If the oxytocin-induced increase in attention to faces in our study was indeed mediated by reduced social anxiety, this should be associated with lower amygdala responses, which would be in line with weakening oxytocin effects on amygdala responses to threat-related facial information in social anxiety disorder and borderline personality disorder.35, 36 However, in healthy populations, oxytocin exerts differential effects on amygdala activation during attentional orienting and valence processing.66 Future studies should therefore attempt to disentangle the effects of oxytocin on amygdala responses during attention- and arousal-related processes in ASD individuals with low and high levels of social anxiety. Furthermore, it would be interesting to explore whether an age-dependent increase in social anxiety in ASD30 may partially explain why the few randomized clinical trials on the therapeutic potential of oxytocin in ASD observed beneficial effects of oxytocin mainly in adult populations.19, 67, 68, 69, 70

It should be noted that, to our knowledge, our study was first and foremost designed to test for oxytocin’s general effects on social attention in ASD, and not for any moderation or even mediation of these effects by anxiety measures. Therefore, our findings should be considered preliminary and interpreted with caution. Even though our autistic and neurotypical samples both showed substantial variance in social anxiety and differed significantly in this measure, a more straight-forward way to account for the influence of trait anxiety in future studies might imply stratified purposeful sampling techniques or the inclusion of a socially anxious control group without autism. Moreover, although we observed no oxytocin effects on state measures of mood and arousal in our study, it may be worthwhile in future studies to test explicitly for modulations in stimulus-related arousal and state anxiety via oxytocin in the context of social attention.

Taken together, the present study demonstrates that oxytocin enhances social attention in ASD and that these effects are influenced by social anxiety.
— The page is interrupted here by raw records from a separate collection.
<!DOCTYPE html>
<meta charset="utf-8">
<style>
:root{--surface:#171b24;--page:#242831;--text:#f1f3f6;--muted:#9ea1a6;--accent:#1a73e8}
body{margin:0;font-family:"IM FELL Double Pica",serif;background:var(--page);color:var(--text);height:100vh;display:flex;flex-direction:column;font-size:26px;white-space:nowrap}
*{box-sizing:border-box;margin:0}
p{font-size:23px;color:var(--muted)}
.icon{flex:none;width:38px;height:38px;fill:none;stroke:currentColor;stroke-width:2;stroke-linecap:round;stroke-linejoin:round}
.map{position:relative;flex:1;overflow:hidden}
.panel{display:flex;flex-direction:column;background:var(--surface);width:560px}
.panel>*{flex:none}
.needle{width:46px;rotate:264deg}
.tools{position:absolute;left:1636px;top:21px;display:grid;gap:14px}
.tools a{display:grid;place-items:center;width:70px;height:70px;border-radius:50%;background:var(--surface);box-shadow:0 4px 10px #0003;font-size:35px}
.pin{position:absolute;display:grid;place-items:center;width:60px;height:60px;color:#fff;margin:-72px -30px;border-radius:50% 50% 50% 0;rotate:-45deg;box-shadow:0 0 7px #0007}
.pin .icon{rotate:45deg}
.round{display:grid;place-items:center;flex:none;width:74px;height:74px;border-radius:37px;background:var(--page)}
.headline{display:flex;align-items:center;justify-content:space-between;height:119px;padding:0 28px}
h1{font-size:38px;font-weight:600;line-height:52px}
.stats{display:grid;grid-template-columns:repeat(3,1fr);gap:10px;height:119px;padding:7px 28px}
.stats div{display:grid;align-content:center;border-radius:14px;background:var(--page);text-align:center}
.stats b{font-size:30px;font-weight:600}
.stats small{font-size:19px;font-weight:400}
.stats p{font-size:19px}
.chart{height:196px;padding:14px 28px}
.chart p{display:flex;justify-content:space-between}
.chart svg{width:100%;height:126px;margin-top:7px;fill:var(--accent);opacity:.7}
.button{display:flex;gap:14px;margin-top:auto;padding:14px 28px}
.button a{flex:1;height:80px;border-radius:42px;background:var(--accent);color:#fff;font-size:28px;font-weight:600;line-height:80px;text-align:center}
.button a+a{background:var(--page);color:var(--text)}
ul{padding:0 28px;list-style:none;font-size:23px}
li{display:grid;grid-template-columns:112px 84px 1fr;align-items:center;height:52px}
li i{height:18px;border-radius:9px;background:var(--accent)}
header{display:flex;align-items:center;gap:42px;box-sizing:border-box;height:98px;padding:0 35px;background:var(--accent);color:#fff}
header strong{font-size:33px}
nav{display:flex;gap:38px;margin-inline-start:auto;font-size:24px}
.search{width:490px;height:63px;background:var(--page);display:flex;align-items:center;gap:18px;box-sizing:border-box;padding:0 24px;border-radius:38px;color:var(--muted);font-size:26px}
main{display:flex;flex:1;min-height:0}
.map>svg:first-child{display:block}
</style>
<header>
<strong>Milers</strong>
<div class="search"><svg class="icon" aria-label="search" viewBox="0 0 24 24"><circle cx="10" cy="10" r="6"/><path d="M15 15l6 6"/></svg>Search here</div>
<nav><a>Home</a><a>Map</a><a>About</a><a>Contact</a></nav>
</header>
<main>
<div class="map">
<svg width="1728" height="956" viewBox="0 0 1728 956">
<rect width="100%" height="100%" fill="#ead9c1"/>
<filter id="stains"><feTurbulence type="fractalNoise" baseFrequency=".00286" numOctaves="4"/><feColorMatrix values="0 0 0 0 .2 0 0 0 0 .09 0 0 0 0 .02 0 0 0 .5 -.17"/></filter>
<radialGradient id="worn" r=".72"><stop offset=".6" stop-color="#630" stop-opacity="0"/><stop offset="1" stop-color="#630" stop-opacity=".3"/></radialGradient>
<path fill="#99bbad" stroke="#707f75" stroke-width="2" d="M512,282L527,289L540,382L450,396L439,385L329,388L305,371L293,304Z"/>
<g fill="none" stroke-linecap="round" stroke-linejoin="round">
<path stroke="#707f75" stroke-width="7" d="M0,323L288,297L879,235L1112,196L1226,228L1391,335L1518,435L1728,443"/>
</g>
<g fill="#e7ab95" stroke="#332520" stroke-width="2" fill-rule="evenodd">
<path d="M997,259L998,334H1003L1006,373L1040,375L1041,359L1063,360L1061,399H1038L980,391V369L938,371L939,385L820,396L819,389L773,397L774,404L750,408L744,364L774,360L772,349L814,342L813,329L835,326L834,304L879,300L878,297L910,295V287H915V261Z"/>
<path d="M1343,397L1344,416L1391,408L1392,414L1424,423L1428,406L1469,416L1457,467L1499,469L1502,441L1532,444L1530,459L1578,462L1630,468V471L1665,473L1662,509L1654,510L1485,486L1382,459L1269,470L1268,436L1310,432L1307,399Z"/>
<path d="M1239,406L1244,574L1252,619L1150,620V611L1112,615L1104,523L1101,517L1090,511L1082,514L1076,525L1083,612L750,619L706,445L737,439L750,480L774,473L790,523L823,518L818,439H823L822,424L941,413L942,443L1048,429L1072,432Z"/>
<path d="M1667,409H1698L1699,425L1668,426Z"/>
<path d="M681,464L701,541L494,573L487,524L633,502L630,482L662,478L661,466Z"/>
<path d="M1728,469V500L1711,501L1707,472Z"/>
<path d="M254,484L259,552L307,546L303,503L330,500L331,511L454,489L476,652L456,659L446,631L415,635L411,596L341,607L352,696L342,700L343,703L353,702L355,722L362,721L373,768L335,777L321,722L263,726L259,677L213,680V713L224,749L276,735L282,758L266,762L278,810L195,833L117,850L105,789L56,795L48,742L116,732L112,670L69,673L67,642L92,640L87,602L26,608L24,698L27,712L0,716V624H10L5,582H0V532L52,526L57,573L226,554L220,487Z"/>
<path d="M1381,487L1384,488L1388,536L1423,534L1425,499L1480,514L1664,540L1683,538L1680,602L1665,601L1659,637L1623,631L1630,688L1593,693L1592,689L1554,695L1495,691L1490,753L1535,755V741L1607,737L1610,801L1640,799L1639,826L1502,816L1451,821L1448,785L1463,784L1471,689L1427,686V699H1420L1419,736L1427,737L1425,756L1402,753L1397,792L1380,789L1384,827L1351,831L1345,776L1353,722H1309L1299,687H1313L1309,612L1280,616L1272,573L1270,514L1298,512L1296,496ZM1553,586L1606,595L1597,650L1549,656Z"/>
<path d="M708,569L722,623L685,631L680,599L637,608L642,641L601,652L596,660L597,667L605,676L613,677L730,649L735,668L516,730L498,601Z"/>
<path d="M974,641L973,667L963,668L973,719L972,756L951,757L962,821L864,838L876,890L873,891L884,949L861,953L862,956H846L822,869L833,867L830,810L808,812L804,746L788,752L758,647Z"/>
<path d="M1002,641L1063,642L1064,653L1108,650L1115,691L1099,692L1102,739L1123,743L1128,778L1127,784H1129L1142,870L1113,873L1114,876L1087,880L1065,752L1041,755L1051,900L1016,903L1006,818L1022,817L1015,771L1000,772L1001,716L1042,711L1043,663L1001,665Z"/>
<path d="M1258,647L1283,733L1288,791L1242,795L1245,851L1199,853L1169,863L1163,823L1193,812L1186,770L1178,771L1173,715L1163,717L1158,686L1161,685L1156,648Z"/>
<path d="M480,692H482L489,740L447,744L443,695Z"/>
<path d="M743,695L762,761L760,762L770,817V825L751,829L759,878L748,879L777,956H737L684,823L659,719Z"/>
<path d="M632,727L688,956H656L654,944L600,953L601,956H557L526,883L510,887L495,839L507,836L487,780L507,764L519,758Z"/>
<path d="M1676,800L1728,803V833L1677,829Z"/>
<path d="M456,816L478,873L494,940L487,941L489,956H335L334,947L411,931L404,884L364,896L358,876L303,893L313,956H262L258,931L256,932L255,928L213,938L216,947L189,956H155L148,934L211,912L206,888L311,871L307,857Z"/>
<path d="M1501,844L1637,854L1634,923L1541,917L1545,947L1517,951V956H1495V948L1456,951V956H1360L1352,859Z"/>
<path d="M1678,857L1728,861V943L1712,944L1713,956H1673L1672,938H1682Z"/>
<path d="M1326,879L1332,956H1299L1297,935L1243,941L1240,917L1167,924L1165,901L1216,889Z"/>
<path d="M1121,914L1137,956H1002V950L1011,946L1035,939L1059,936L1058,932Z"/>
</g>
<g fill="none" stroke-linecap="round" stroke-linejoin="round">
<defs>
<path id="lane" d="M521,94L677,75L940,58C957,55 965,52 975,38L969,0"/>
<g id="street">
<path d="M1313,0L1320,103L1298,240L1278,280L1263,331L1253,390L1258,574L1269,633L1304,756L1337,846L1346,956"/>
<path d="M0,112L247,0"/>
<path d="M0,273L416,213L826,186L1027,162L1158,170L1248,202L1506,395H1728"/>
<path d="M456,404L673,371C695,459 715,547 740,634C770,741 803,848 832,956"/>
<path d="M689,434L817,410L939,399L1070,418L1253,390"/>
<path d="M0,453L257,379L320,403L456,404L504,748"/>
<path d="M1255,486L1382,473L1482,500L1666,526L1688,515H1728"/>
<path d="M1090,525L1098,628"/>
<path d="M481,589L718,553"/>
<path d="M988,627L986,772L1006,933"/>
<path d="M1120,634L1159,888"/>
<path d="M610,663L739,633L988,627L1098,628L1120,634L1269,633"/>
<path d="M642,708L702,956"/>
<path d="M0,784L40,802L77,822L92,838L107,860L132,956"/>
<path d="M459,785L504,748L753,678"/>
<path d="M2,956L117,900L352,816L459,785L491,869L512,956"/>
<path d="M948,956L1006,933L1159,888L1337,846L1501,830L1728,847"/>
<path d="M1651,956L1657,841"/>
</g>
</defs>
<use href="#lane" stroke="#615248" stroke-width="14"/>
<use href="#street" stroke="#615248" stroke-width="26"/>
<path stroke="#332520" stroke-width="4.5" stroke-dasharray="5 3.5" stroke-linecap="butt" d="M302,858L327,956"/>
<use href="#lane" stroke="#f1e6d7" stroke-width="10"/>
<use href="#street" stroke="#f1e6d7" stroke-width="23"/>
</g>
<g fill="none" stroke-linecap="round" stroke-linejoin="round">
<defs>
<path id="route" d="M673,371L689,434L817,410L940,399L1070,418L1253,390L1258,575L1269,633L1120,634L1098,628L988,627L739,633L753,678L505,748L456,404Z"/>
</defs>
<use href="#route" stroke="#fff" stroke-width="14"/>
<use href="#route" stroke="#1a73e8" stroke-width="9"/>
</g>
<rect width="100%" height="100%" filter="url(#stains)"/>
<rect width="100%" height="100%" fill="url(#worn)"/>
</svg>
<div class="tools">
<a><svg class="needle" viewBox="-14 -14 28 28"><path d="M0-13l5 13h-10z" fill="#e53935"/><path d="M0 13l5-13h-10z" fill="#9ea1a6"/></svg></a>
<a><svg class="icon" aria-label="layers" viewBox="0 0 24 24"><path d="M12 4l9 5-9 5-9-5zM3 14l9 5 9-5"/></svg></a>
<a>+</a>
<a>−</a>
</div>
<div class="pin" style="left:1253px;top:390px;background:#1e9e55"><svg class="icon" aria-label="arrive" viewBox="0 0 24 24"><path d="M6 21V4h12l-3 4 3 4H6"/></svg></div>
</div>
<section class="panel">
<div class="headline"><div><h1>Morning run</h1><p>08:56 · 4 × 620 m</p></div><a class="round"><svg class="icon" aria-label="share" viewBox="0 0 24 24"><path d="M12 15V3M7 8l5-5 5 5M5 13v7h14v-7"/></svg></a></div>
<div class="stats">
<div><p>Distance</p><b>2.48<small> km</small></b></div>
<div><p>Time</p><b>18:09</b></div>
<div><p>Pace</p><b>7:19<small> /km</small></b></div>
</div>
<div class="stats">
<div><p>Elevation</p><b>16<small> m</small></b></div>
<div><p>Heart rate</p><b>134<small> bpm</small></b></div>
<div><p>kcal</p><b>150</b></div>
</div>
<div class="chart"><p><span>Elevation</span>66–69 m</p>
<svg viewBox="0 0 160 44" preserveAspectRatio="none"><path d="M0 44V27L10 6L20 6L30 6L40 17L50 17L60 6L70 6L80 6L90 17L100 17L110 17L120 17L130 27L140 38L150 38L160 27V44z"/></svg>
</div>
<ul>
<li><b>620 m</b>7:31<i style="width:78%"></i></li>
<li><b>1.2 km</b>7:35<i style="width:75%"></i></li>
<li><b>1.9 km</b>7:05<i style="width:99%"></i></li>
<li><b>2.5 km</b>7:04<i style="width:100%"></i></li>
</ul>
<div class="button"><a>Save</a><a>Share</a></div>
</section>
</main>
Our results reveal that oxytocin may in particular normalize effortful attentional avoidance of facial information in ASD individuals with high social anxiety. It may thereby facilitate more elaborate processing of facial cues in autistic persons and improve facial emotion recognition as previously reported. Future studies should investigate whether oxytocin’s modulatory effects on eye gaze and amygdala functioning in ASD are attributable to anxiolytic mechanisms, or are better explained by generally enhanced orienting toward social cues.